Desde las entidades convocantes recuerdan que la disparidad fiscal con respecto a los países del entorno es «injusta e insostenible» y va contra los principios de equidad cultural que debería defender cualquier Gobierno comprometido con el sector.

En su opinión, esta diferencia fiscal no sólo perjudica a las galerías, sino también a los artistas, a los coleccionistas particulares y a las propias instituciones públicas.

De hecho, uno de los grandes museos del país, el Reina Sofía, ha alertado sobre la paradoja que se da al adquirir obras de arte dentro del propio territorio nacional.

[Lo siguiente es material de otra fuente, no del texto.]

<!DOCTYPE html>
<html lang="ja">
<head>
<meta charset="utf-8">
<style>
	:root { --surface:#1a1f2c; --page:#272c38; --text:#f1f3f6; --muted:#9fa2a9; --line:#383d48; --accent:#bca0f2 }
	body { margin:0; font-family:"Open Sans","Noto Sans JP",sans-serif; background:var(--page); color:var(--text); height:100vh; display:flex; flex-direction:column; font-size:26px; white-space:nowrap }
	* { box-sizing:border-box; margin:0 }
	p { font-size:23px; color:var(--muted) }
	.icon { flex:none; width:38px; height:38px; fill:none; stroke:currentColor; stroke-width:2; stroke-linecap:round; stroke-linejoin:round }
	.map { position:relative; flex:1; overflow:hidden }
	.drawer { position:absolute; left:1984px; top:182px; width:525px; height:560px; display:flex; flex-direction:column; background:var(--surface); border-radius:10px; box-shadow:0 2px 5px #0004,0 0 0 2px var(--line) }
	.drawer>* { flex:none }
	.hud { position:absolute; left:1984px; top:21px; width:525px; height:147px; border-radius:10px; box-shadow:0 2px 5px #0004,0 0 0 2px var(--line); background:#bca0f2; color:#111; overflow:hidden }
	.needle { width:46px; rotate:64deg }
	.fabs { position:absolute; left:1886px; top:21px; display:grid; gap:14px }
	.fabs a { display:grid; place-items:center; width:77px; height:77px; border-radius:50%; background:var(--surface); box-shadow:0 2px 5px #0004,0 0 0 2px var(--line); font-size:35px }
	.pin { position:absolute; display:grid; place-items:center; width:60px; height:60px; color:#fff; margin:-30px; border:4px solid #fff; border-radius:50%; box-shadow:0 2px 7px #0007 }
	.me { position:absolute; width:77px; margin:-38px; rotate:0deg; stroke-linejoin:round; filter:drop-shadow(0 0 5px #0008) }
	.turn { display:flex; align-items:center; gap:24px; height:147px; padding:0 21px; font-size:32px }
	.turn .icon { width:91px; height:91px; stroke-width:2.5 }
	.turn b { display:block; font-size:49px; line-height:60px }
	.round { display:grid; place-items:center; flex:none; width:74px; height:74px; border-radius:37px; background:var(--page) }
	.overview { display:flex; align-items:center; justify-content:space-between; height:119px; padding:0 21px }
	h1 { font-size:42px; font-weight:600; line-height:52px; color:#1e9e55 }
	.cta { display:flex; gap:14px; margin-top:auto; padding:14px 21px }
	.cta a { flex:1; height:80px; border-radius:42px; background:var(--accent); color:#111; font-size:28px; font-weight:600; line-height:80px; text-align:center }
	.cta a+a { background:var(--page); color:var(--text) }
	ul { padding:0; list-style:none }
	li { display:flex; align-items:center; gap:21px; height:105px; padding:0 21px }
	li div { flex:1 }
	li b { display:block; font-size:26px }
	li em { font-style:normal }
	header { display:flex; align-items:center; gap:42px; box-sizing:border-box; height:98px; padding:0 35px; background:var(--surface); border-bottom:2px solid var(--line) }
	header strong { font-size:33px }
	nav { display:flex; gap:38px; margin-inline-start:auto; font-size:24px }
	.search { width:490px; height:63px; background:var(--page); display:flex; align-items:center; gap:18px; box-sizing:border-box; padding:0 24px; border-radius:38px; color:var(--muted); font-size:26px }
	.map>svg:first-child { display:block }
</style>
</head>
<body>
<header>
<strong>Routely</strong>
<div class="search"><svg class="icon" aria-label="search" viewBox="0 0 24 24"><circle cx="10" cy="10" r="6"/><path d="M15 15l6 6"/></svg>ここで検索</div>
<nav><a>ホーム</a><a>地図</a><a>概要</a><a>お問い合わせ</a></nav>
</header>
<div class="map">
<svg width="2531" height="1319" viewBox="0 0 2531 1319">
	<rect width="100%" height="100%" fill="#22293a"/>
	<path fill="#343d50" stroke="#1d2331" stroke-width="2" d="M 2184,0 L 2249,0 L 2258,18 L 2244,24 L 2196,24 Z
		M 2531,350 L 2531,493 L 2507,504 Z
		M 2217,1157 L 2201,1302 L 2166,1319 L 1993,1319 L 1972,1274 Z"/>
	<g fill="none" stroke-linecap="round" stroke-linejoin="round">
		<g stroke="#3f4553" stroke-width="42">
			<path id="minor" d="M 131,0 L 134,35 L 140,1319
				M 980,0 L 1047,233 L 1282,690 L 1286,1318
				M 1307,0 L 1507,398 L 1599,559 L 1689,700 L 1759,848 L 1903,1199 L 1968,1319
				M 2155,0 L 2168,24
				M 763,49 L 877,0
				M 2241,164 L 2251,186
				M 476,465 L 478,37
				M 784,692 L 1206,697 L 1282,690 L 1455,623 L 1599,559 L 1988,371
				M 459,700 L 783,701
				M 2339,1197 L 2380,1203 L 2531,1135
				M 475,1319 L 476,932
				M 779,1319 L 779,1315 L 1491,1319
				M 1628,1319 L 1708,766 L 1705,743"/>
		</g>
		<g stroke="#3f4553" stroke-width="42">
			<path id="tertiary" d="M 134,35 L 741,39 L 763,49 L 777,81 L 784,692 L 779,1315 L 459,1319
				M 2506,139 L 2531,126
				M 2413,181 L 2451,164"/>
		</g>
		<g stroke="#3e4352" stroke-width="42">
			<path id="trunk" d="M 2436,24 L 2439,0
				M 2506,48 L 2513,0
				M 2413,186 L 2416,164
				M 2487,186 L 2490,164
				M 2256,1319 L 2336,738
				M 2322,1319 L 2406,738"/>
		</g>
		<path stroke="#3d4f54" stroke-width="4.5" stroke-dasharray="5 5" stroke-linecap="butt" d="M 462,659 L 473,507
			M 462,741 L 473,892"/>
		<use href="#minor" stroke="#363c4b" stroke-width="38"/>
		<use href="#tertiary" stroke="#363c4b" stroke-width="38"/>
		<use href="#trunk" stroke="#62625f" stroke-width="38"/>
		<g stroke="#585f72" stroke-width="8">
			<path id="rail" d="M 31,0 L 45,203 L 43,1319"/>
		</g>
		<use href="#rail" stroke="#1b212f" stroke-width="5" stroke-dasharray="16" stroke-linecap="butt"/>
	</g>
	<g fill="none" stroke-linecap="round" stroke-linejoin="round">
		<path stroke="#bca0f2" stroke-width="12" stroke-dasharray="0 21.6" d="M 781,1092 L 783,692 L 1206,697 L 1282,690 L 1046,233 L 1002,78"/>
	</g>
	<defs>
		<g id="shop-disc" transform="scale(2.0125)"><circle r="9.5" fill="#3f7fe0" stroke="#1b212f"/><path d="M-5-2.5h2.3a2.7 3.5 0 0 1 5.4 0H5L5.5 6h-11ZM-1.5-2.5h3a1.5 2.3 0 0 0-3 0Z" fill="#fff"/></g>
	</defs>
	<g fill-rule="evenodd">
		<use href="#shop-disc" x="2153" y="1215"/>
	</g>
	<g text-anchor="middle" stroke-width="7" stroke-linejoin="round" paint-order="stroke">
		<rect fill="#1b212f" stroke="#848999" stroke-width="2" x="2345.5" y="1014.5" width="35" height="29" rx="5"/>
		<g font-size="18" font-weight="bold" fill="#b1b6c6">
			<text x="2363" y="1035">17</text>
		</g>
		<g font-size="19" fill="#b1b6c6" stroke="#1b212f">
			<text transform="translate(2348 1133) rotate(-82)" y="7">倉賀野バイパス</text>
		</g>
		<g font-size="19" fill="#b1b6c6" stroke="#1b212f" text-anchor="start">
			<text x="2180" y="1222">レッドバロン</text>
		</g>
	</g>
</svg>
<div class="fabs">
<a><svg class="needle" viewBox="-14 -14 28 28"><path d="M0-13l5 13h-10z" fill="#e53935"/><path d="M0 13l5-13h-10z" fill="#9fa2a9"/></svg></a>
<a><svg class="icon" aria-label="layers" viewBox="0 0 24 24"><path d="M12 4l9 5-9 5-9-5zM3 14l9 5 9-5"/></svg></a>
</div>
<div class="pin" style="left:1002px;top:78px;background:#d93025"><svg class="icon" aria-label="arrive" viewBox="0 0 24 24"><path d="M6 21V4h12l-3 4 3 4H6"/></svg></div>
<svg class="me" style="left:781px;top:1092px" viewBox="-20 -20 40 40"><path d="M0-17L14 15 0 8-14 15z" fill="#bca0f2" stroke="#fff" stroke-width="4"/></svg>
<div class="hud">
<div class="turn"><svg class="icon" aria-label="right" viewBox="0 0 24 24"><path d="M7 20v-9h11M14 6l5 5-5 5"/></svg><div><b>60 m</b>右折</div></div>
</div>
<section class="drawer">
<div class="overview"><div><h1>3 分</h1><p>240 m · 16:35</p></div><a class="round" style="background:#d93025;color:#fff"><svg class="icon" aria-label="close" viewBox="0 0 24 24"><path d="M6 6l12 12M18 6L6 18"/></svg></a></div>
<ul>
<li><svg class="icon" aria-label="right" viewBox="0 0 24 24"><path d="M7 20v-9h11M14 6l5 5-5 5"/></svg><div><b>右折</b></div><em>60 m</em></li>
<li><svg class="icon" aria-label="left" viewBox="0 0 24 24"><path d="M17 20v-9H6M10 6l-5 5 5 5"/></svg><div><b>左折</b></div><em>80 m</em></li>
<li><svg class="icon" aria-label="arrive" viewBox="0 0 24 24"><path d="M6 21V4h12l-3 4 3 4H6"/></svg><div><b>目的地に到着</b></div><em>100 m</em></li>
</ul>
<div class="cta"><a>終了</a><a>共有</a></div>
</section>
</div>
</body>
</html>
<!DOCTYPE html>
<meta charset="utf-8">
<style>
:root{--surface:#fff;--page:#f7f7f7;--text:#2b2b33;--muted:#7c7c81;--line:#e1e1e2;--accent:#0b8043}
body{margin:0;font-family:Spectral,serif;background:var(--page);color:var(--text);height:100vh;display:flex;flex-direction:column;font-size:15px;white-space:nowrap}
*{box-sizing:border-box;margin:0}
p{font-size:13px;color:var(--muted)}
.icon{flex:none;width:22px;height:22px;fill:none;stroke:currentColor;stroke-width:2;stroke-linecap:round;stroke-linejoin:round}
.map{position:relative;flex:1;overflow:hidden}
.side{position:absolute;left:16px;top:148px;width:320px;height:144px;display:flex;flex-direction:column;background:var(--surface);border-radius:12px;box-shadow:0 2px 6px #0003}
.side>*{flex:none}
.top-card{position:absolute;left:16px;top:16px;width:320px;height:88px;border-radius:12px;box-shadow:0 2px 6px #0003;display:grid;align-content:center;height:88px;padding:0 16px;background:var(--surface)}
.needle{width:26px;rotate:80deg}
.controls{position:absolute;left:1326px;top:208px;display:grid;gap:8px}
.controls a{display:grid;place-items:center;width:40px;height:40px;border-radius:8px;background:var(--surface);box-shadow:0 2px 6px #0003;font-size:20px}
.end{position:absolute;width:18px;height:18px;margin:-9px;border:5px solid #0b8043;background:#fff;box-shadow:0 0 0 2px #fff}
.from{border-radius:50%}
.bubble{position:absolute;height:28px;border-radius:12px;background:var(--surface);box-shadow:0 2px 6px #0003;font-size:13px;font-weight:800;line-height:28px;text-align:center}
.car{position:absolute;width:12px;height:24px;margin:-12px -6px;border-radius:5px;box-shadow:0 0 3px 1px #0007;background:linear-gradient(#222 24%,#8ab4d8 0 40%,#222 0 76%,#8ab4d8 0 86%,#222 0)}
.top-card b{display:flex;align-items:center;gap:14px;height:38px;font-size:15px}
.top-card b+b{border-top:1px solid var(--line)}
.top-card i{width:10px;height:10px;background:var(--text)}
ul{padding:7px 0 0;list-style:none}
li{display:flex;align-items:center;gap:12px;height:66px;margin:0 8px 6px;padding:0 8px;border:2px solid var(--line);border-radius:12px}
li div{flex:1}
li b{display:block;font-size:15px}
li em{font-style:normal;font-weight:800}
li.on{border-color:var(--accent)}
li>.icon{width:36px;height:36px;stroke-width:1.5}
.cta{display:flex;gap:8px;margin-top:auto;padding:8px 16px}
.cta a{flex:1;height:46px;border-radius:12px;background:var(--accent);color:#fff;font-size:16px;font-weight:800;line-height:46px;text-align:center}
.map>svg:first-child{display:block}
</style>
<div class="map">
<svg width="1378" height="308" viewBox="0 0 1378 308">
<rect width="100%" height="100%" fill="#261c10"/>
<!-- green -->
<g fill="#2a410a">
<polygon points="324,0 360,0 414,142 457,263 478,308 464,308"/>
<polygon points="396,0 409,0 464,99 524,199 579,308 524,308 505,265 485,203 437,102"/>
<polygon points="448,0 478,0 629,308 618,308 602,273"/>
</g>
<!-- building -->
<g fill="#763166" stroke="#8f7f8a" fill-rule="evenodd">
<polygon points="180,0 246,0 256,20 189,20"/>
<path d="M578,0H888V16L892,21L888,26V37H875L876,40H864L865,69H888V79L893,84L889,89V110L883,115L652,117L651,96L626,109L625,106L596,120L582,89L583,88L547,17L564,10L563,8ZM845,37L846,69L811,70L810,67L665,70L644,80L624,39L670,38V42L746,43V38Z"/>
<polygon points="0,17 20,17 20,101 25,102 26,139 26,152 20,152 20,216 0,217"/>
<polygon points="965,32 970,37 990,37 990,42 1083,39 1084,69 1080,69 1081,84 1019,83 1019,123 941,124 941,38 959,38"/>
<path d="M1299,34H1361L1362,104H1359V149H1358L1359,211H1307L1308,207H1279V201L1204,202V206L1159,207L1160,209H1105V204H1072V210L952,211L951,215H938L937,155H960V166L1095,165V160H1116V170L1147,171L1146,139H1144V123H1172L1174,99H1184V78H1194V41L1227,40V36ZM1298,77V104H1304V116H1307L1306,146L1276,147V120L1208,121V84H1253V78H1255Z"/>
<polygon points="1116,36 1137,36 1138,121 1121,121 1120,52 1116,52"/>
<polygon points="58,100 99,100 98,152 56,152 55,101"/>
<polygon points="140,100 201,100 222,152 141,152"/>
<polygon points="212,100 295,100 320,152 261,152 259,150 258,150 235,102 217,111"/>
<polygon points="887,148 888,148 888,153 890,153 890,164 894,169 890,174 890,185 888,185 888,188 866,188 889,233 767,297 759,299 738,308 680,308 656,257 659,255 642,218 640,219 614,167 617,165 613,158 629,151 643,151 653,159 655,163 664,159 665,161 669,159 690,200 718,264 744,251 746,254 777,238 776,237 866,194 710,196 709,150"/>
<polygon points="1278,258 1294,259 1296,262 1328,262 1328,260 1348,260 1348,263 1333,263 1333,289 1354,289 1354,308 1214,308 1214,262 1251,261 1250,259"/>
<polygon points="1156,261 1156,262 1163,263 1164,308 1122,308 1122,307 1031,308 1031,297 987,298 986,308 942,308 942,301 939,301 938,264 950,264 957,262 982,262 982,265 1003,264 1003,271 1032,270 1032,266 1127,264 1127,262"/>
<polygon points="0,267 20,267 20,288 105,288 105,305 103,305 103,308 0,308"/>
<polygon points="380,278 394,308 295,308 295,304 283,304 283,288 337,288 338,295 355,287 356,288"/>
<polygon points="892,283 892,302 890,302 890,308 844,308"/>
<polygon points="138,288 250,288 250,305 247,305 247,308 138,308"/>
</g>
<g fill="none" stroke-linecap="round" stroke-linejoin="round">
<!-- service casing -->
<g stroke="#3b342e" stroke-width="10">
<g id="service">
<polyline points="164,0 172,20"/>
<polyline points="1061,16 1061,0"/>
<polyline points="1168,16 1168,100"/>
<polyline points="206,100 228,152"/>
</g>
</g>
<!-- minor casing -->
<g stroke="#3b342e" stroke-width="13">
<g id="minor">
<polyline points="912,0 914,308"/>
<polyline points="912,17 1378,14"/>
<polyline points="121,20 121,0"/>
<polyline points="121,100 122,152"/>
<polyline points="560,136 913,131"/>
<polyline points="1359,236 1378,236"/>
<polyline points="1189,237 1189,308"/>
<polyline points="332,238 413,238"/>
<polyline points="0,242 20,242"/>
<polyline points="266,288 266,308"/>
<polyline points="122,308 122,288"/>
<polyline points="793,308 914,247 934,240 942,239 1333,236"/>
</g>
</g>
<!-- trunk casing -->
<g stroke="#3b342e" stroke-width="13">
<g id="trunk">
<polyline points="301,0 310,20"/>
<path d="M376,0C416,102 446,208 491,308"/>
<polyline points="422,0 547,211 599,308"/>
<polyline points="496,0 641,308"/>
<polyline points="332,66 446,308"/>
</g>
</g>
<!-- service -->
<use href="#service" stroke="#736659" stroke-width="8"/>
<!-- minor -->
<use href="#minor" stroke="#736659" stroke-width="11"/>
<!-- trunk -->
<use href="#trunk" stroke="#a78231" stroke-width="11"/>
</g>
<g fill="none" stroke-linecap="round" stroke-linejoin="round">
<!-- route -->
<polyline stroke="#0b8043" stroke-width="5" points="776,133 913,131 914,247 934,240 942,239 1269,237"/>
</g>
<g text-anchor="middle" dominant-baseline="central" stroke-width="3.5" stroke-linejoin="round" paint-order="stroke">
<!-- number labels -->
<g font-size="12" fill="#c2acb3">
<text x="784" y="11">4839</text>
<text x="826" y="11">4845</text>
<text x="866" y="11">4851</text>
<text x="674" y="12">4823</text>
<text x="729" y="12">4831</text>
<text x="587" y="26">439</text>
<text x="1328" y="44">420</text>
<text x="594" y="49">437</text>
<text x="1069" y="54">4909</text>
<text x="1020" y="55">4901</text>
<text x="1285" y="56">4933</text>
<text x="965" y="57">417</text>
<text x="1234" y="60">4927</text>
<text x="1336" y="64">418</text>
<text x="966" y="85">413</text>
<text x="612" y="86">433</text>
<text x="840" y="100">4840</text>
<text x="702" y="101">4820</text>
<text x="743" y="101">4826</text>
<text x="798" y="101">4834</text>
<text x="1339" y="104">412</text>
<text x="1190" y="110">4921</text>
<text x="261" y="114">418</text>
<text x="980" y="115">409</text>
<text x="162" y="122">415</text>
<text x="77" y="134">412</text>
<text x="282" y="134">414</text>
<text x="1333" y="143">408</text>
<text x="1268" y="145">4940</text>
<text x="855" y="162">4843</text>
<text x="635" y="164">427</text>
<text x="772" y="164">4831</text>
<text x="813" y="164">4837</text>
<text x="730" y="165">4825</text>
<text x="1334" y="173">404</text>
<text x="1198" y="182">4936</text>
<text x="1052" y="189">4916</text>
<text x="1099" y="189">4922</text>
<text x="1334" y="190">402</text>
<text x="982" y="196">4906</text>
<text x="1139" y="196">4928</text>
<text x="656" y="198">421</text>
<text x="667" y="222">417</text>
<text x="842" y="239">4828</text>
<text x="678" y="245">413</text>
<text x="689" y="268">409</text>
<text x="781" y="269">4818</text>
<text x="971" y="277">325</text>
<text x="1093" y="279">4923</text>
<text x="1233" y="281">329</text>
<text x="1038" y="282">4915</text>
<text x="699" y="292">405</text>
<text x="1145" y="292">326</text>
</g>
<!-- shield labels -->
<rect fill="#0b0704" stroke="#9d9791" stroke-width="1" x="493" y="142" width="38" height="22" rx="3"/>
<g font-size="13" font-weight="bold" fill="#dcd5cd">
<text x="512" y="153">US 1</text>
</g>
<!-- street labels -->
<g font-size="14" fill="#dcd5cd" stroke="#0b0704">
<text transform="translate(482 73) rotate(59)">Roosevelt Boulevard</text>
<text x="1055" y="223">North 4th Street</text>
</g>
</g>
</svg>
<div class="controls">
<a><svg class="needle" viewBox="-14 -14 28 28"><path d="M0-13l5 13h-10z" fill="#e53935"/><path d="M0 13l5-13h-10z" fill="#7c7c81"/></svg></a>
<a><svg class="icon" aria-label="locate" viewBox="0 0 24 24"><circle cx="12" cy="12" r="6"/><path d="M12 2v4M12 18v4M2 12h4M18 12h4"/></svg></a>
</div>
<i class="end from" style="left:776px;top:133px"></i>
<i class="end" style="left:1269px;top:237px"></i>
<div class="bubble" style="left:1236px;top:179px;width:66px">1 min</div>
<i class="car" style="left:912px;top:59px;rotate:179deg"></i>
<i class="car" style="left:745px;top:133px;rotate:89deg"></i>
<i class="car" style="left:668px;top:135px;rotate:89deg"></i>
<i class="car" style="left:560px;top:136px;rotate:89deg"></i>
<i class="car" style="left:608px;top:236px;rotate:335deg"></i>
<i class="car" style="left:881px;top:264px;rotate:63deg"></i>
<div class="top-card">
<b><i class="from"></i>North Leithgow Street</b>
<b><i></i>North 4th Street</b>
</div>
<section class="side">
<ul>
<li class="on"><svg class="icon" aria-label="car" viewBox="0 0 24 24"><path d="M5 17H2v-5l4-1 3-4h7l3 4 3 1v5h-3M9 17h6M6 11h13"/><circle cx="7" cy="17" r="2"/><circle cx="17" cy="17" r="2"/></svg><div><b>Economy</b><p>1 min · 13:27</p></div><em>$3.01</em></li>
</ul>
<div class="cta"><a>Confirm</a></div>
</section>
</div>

Su director, Manuel Segade, explicó que, al aplicar un IVA tan elevado, comprar una obra en España a un artista español puede resultar más caro que hacerlo a través de una galería extranjera. «Esto puede derivar en una mala gestión del dinero público», advirtió.

La protesta también cuenta con el respaldo de la directora de ARCOmadrid, Maribel López, quien ha compartido públicamente la carta del Consorcio y ha defendido la legitimidad de la reivindicación.

A su juicio, el arte contemporáneo debe ser tratado al mismo nivel que otras disciplinas culturales que ya gozan de apoyo público, como el cine, la música o incluso la ópera.

Lucía Mendoza, ex presidenta de Arte Madrid, ha sido aún más tajante. Tras haber cerrado su propia galería en 2025 por dificultades económicas, denuncia que la falta de apoyo institucional condena a las galerías a enfrentarse en solitario a costes desproporcionados. «Ofrecemos cultura todos los días, promocionamos a los artistas, damos acceso gratuito al arte y aun así la Administración nos da la espalda», denuncia.

Mendoza recuerda que mientras el cine, los libros o la música reciben ayudas y un trato fiscal favorable, las galerías cargan con un «gasto brutal» derivado de su actividad cotidiana: seguros, promoción, transporte de obras y asistencia a ferias nacionales e internacionales.

La tensión entre el sector y la Administración se ha agravado tras la última reunión con representantes del Ministerio de Cultura. Aunque la directora general de Bellas Artes, Ángeles Albert, reconoció que el problema existe, atribuyó el bloqueo a Hacienda y solicitó más datos para reforzar la petición. Esta demanda fue recibida con frustración por los presentes, quienes aseguran haber entregado informes y estadísticas en múltiples ocasiones sin obtener avances.

Para los galeristas, la negativa a rebajar el IVA es una cuestión de falta de voluntad política. «La voluntad no está», resume Mendoza. Por su parte, Fernández lamenta que esta situación se prolongue mientras la cultura contemporánea sufre un trato desigual, tanto en términos fiscales como en el acceso a ayudas.

A la espera de que el cierre temporal sirva de revulsivo, el sector del arte contemporáneo se enfrenta a una paradoja: ofrecer un servicio cultural esencial, accesible y gratuito para el público, mientras carga con una fiscalidad que lo deja en clara desventaja frente a sus homólogos europeos. Queda por ver si esta protesta masiva logrará remover la inercia política o si la falta de respuesta se prolongará, empujando a más galerías al límite.